Yet another disadvantage associated with metal noise suppression
devices is that these noise suppression devices are considered
weapons in and of themselves, separate and apart from the firearm
to which they may be attached. Thus, they are regulated under the
National Firearms Act (1934)(NFA). As such, these devices must be
separately marked and registered, and they cannot simply be
discarded when they are worn or otherwise fail to function
adequately. This is true, even if the devices are being used in a
war zone or military environment.
Therefore, despite the many improvements that have been effectuated
over the decades, additional design features and manufacturing
techniques are warranted to improve the reliability, enhance the
noise reduction, reduce the costs, facilitate customization and
eliminate the restriction on disposability of conventional noise
suppression devices. The present invention offers a number of
improvements that address these concerns.
SUMMARY OF THE INVENTION
The present invention achieves its intended purpose through design
features and manufacturing techniques that both individually and in
conjunction with each other offer improvements over current,
state-of-the-art noise suppression devices. More particularly, the
present invention involves a truly monolithic noise suppression
device, referred to herein below as an integral baffle housing
module. Unlike the noise suppression device 100 illustrated in FIG.
1, the integral baffle housing module, in accordance with exemplary
embodiments of the present invention, at least exhibits no welded
joints or seams associated with the core nor any welded joints or
seams between the core and any interior surface and/or
structure.
Preferably, the integral baffle housing module is manufactured from
plastic using a layered printing process. Because the integral
baffle housing module is truly monolithic and preferably plastic,
it achieves better overall performance and is more easily
customizable, all at a lower cost than conventional noise
suppression devices.
In addition, it is preferable that the integral baffle housing
module be used in conjunction with a first stage noise suppression
device, where the first stage noise suppression device attaches to
the firearm and the integral baffle housing module attaches to the
first stage noise suppression device. By employing the integral
baffle housing module with the first stage noise suppression
device, and because the integral baffle housing module is
preferably made of plastic, the integral baffle housing module is
more likely to be considered a disposable asset, whereas the first
stage noise suppression device will constitute the suppressor that
must be marked and registered under the NFA.

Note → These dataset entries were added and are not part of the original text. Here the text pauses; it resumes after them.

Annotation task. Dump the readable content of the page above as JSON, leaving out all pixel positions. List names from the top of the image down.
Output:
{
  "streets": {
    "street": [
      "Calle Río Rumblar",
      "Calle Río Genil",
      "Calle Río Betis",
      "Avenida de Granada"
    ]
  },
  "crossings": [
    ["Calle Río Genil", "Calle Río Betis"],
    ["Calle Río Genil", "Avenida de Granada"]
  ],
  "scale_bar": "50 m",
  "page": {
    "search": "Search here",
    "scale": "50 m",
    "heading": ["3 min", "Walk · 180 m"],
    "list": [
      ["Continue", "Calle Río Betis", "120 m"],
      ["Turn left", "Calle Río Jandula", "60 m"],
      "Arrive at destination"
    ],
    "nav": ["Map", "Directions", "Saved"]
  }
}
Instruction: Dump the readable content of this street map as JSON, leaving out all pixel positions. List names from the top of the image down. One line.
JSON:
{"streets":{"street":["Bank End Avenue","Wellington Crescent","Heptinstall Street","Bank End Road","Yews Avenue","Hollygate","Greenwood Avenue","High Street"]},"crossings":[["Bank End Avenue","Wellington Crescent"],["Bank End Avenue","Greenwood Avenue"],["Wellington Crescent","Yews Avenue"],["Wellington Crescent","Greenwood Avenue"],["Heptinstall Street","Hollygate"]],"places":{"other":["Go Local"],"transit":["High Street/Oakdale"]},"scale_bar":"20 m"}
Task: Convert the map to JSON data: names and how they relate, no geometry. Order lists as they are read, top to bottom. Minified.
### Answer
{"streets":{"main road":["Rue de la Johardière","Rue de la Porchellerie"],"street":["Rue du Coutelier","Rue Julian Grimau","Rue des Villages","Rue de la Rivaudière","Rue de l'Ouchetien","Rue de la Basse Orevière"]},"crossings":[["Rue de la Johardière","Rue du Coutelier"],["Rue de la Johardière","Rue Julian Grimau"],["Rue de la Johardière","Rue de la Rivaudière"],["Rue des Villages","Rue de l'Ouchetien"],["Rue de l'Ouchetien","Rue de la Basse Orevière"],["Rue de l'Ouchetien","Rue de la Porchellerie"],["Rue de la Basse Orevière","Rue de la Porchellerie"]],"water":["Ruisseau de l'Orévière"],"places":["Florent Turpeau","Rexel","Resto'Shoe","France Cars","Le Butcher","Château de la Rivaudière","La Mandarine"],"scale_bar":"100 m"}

Still further, the integral baffle housing module may include a
number of additional design features including rounded or filleted
portions where certain internal surfaces come together, a plurality
of baffles having one or more bleed holes formed therethrough, and
one or more textured or patterned interior surfaces. Other features
and/or techniques will be evident from the detailed disclosure that
follows.
In accordance with one aspect of the present invention, the
intended and other purposes are achieved with a monolithic noise
suppression device for use with a firearm. The monolithic noise
suppression device includes a body, a plurality of internal
chambers and one or more baffles. Each of the one or more baffles
is seamlessly connected to the body.
In accordance with another aspect of the present invention, the
intended and other purposes are achieved with a noise suppression
assembly for use with a firearm. The assembly comprises a first
stage noise suppression device attached to the firearm and a
monolithic, integral baffle housing module attached to said first
stage noise suppression device. The monolithic, integral baffle
housing module comprises, in turn, a body; a plurality of internal
chambers; and a core comprising one or more baffles, wherein the
core is seamlessly connected to the body.
BRIEF DESCRIPTION OF THE DRAWINGS
Several figures are provided herein to further the explanation of
the present invention. More specifically:
FIG. 1 is a cross-sectional view of a contemporary noise
suppression device;
FIG. 2 is a side exterior view and a perspective exterior view of
an integral baffle housing module, in accordance with a first
exemplary embodiment of the present invention;
FIG. 3 is a longitudinal section view of the integral baffle
housing module, in accordance with the first exemplary
embodiment;
FIGS. 4A and 4B are side, perspective and longitudinal section
views of a first stage noise suppression device, in accordance with
an exemplary embodiment of the present invention;
FIG. 5 is a longitudinal section view of the integral baffle
housing module, in accordance with a second exemplary
embodiment;
FIG. 6 is a longitudinal section view of the integral baffle
housing module, in accordance with a third exemplary
embodiment;
FIG. 7 is a longitudinal section view of the an integral baffle
housing module, in accordance with a fourth exemplary embodiment;
and
FIGS. 8A and 8B are longitudinal section views that illustrate
exemplary components used to seal the openings through the proximal
and distal end caps of an integral baffle housing module.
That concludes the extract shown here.